**EXERCISE:**
Only the lines from the start of the entries through the line with "0 #c5c4c5) drop-shadow(-2px" are wanted; please output them exactly.

**SOURCE DATA:**
*** Begin section ***
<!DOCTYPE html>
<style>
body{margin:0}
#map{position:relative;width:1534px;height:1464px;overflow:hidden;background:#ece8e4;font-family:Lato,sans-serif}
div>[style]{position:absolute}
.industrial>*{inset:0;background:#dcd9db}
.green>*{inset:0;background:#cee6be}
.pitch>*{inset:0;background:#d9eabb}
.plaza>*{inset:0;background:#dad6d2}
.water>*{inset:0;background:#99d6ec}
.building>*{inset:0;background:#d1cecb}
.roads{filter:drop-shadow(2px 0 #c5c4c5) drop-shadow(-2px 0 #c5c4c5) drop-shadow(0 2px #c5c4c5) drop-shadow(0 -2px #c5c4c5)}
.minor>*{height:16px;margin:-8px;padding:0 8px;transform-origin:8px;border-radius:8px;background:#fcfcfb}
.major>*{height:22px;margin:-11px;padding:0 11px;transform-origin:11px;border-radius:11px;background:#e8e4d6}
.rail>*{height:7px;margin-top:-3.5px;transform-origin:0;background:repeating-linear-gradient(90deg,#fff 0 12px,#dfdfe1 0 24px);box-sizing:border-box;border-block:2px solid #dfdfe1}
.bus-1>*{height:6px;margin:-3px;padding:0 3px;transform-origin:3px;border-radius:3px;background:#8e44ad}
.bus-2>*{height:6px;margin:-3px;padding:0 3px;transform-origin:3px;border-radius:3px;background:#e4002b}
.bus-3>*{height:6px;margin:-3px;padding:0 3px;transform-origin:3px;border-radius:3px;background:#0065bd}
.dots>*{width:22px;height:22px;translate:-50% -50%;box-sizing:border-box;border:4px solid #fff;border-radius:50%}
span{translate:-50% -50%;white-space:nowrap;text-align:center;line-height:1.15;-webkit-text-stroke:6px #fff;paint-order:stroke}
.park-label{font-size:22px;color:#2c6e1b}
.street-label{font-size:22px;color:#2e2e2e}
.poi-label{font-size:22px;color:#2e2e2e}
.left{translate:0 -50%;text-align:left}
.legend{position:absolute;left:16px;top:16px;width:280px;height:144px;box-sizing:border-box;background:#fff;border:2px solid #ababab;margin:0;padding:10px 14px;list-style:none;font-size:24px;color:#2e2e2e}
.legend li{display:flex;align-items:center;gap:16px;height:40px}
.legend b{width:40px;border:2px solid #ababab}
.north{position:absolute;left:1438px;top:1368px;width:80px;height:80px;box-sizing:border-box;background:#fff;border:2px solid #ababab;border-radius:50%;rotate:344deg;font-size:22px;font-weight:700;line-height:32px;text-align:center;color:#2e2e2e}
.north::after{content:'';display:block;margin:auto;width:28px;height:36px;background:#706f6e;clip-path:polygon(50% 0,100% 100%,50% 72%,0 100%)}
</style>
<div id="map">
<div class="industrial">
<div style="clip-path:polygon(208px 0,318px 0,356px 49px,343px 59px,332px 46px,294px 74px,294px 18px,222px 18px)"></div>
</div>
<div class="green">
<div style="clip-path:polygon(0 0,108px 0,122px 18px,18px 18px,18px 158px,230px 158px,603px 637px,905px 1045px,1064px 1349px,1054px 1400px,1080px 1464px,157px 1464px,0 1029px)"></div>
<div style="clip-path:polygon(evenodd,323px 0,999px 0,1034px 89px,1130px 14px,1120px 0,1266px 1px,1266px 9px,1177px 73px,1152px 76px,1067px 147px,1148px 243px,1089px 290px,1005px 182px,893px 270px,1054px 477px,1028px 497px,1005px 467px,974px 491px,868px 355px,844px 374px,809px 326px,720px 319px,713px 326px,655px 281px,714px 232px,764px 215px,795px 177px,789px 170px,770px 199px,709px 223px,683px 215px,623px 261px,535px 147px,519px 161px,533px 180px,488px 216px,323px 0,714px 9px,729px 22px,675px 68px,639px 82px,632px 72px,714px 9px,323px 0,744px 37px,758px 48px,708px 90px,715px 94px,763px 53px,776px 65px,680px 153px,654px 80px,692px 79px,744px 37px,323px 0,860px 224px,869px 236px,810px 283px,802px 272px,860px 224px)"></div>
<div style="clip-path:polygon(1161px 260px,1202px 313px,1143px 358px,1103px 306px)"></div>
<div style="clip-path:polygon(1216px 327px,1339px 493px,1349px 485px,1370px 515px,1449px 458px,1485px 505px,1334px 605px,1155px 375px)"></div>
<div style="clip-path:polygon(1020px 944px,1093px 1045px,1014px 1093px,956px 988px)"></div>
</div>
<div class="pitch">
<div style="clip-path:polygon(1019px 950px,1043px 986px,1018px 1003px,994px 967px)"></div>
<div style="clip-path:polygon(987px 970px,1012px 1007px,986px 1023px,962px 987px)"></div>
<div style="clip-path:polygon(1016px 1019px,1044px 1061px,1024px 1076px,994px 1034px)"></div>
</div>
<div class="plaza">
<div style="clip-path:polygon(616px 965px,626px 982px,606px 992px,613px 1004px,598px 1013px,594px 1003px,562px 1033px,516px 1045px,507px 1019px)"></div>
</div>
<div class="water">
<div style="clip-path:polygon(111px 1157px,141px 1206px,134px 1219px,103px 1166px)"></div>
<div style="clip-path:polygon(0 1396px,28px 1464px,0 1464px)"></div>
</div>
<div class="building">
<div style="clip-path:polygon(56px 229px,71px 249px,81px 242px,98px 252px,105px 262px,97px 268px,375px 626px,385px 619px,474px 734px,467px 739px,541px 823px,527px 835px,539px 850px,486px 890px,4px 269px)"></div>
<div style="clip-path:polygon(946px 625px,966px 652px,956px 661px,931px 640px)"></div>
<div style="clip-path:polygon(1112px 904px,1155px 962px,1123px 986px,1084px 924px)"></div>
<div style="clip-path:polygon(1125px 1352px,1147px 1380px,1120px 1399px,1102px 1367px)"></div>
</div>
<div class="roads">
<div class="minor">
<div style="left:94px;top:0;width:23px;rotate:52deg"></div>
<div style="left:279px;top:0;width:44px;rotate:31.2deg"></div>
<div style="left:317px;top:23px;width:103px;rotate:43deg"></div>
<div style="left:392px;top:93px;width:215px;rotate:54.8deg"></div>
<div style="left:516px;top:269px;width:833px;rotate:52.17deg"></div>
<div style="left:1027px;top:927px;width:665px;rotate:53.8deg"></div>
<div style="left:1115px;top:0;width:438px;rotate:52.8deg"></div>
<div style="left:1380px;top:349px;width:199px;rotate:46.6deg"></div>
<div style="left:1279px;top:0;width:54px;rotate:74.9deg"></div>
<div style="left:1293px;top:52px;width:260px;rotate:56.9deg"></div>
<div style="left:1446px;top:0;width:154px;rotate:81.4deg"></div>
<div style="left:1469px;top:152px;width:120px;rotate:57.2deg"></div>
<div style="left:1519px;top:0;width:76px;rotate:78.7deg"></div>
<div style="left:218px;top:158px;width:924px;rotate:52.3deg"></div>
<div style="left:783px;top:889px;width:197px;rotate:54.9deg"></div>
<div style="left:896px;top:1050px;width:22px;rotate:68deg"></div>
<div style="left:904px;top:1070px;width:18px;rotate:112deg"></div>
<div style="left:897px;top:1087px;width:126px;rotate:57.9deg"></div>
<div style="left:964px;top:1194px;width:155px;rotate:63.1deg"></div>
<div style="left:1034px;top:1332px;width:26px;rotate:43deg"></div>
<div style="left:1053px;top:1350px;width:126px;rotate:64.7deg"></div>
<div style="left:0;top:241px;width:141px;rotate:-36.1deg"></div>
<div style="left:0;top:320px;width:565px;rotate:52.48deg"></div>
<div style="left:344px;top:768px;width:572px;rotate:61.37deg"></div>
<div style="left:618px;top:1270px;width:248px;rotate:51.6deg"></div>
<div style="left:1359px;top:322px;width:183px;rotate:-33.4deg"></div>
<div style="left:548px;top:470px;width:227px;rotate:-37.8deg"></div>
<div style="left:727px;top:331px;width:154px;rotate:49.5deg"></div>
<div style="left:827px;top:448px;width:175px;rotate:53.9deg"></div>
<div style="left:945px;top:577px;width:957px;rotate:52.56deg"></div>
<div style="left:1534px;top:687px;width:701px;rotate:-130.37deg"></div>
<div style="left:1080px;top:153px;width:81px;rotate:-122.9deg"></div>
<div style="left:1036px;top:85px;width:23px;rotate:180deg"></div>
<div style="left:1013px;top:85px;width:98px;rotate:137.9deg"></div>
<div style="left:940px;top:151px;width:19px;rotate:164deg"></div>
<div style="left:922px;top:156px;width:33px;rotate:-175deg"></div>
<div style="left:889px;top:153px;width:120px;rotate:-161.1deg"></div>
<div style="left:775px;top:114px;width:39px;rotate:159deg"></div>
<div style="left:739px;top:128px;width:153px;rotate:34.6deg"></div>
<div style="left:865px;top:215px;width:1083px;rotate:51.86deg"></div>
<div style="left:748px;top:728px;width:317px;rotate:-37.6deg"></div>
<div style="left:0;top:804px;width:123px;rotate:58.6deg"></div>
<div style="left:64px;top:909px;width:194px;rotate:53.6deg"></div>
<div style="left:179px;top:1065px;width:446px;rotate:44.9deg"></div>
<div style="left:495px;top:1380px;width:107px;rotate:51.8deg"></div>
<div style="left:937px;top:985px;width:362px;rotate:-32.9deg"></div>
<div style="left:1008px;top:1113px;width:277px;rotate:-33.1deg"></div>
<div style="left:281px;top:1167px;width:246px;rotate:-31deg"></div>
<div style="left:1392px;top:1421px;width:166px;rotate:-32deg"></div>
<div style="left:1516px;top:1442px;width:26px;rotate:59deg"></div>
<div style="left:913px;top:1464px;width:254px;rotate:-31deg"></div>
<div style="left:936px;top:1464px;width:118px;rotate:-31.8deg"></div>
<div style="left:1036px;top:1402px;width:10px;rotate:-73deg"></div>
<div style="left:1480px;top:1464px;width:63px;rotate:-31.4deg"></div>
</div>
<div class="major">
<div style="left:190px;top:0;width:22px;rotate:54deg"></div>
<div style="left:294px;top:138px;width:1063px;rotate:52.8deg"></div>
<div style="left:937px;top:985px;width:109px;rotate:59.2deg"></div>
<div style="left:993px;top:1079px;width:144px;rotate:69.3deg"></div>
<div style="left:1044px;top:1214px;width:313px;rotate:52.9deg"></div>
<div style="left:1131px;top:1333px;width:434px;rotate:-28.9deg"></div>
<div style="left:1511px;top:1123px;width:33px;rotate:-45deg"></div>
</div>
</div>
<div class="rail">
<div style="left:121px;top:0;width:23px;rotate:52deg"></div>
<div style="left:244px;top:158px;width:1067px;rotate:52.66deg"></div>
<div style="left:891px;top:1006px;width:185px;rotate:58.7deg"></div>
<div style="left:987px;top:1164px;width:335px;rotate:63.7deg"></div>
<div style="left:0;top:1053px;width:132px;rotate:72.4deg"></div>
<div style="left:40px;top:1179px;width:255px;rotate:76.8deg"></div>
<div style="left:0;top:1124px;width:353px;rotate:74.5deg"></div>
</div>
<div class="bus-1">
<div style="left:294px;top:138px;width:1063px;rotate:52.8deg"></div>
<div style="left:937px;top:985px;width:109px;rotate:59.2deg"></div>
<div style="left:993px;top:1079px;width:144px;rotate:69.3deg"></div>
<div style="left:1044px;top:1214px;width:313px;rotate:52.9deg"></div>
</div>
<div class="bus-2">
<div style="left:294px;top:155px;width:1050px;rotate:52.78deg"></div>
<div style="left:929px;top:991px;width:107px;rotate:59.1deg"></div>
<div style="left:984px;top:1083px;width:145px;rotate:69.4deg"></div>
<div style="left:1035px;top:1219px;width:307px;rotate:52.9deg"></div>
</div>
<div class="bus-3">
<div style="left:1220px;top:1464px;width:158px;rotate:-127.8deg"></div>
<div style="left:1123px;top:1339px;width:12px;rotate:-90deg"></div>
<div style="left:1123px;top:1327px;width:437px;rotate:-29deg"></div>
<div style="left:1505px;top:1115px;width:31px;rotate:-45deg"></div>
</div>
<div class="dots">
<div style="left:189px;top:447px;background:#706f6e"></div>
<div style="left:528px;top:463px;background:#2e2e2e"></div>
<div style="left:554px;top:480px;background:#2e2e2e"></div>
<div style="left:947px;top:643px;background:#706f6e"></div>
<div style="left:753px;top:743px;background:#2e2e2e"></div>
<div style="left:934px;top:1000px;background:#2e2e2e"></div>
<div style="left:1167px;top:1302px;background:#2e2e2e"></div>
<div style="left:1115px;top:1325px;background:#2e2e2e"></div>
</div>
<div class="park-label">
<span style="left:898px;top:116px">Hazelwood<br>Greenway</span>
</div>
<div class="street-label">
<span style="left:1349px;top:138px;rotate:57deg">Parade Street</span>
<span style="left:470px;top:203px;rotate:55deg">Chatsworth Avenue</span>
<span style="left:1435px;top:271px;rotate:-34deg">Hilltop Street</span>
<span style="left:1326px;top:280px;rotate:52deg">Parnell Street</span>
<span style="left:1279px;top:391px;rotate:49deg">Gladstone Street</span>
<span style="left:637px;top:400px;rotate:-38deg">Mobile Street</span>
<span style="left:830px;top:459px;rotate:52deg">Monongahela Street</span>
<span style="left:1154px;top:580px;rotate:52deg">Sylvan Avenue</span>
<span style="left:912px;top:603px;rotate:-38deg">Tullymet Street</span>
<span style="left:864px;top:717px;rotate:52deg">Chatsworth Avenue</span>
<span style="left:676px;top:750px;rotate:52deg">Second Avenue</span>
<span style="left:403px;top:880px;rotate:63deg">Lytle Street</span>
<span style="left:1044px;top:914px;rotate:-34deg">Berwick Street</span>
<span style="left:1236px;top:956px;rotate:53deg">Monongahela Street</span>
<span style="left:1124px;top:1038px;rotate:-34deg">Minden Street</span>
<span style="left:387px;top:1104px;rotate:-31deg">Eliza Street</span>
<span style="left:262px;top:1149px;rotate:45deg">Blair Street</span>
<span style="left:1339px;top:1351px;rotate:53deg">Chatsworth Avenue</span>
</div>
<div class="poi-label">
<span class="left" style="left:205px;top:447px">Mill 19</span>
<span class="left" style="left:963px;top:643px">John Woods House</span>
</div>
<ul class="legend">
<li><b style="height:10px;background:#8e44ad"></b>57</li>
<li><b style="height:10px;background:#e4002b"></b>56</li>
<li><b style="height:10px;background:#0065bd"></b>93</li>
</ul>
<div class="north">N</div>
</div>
*** End section ***
**RESULT OF THIS EXERCISE:**
<!DOCTYPE html>
<style>
body{margin:0}
#map{position:relative;width:1534px;height:1464px;overflow:hidden;background:#ece8e4;font-family:Lato,sans-serif}
div>[style]{position:absolute}
.industrial>*{inset:0;background:#dcd9db}
.green>*{inset:0;background:#cee6be}
.pitch>*{inset:0;background:#d9eabb}
.plaza>*{inset:0;background:#dad6d2}
.water>*{inset:0;background:#99d6ec}
.building>*{inset:0;background:#d1cecb}
.roads{filter:drop-shadow(2px 0 #c5c4c5) drop-shadow(-2px 0 #c5c4c5) drop-shadow(0 2px #c5c4c5) drop-shadow(0 -2px #c5c4c5)}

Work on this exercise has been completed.